About this task:
Look through the records and copy every line in which "sans" appears.

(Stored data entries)
☆ ☆ ☆ ☆ ☆ ☆ ☆
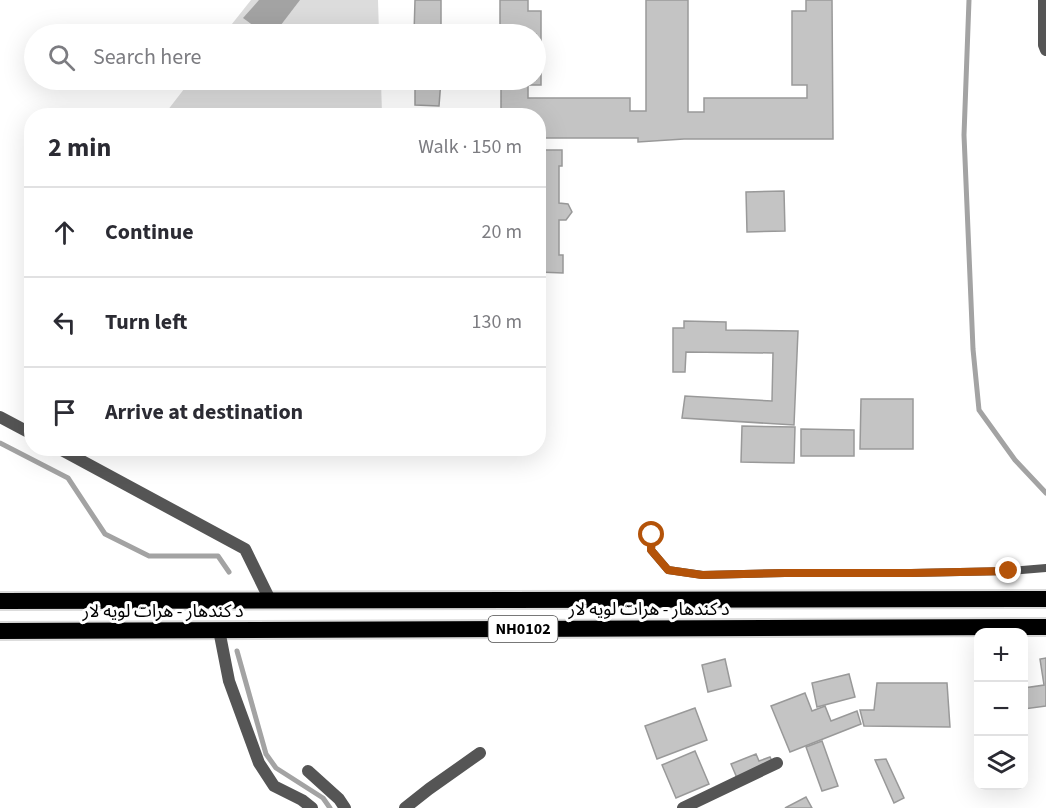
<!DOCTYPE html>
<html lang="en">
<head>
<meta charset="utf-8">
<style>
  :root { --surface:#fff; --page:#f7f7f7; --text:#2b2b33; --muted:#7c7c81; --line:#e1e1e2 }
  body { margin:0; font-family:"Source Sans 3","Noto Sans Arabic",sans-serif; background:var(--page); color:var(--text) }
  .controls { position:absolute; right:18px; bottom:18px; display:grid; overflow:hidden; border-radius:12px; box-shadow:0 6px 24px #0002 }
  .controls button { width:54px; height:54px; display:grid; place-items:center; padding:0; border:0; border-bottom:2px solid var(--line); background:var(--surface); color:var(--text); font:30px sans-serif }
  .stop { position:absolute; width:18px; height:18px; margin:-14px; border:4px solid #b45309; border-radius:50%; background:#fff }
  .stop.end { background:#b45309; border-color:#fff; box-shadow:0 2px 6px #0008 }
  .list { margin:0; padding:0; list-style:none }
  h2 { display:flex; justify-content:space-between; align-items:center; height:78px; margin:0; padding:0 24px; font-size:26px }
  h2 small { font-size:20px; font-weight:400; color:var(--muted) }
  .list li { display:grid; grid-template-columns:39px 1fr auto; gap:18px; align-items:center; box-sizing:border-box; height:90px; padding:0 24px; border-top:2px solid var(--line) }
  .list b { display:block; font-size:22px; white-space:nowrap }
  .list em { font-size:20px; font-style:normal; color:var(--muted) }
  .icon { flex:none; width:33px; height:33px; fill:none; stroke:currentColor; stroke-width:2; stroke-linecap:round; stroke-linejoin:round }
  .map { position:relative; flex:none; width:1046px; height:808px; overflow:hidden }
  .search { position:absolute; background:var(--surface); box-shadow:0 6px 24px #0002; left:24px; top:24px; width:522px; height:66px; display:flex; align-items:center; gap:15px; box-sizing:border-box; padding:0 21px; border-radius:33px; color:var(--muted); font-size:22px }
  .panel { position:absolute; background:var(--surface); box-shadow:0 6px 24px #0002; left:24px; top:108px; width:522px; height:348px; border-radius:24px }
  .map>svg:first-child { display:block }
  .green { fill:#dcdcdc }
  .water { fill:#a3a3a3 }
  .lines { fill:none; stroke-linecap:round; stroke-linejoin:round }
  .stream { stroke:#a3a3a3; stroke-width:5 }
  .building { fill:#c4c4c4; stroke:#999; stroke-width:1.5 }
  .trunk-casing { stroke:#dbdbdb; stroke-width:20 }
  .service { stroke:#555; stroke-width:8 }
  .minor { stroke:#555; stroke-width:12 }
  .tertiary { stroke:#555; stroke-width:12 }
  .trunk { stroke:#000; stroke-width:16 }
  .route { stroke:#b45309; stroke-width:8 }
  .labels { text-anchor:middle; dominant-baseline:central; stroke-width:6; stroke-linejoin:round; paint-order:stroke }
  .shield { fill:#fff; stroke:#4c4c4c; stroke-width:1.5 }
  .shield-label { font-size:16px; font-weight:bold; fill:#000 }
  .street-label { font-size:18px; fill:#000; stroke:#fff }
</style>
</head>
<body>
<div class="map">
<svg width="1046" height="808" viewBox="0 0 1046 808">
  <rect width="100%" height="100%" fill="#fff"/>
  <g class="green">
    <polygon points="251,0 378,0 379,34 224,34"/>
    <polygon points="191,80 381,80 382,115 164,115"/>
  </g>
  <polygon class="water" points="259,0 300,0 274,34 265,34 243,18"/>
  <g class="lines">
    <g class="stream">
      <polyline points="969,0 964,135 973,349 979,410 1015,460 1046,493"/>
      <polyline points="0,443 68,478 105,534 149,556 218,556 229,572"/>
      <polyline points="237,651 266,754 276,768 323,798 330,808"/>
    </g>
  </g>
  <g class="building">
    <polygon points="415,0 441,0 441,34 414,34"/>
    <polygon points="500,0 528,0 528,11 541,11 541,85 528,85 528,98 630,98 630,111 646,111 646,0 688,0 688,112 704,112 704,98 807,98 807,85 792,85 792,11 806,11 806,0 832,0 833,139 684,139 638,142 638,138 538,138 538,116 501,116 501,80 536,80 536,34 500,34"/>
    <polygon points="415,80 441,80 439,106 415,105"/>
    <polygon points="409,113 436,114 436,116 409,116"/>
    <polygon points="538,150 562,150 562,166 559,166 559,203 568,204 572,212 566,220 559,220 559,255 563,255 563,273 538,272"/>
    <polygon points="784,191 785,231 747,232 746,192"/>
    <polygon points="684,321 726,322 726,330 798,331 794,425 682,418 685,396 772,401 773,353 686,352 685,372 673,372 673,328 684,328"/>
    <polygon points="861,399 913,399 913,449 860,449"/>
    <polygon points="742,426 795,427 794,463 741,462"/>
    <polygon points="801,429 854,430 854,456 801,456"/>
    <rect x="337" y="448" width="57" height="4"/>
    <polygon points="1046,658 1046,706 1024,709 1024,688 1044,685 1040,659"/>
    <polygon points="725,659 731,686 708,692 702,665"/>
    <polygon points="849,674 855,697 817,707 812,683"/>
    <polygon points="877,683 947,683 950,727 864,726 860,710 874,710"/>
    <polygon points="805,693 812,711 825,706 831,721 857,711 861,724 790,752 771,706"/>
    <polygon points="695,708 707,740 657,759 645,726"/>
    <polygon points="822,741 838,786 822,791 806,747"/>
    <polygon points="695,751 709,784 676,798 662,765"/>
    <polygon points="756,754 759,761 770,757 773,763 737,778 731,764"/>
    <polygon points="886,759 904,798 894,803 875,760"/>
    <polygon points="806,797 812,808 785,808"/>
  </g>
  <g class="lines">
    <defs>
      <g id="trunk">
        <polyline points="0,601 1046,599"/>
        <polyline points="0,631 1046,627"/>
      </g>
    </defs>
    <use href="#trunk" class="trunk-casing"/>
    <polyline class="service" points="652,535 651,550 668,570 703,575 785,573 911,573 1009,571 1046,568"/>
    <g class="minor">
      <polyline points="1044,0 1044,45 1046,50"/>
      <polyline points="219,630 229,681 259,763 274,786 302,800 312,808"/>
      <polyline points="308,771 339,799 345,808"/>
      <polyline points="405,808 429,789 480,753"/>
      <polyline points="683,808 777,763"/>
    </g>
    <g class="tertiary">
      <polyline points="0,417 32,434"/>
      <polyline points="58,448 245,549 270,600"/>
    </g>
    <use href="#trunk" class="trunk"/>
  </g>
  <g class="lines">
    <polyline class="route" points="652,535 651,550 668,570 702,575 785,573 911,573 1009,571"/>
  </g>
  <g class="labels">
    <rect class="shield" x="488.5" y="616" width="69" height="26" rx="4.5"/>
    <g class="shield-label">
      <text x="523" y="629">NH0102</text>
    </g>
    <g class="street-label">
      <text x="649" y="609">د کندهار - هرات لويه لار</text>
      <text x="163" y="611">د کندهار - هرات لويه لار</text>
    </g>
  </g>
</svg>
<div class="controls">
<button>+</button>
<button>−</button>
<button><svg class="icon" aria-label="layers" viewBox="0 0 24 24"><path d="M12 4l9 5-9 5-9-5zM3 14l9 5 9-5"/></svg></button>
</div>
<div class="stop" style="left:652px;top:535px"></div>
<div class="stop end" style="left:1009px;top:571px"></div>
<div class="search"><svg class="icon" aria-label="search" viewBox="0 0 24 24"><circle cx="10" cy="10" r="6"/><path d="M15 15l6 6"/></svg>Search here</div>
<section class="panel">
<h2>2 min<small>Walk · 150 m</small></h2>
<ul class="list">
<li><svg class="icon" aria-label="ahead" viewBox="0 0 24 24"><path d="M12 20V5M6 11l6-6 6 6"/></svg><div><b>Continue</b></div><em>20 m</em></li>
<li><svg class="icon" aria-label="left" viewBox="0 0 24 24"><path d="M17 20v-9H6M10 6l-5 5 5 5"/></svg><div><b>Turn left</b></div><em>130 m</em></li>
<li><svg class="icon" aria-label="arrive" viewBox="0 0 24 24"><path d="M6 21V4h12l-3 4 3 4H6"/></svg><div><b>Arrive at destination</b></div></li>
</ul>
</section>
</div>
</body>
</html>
☆ ☆ ☆ ☆ ☆ ☆ ☆
Exercise result:
  body { margin:0; font-family:"Source Sans 3","Noto Sans Arabic",sans-serif; background:var(--page); color:var(--text) }
  .controls button { width:54px; height:54px; display:grid; place-items:center; padding:0; border:0; border-bottom:2px solid var(--line); background:var(--surface); color:var(--text); font:30px sans-serif }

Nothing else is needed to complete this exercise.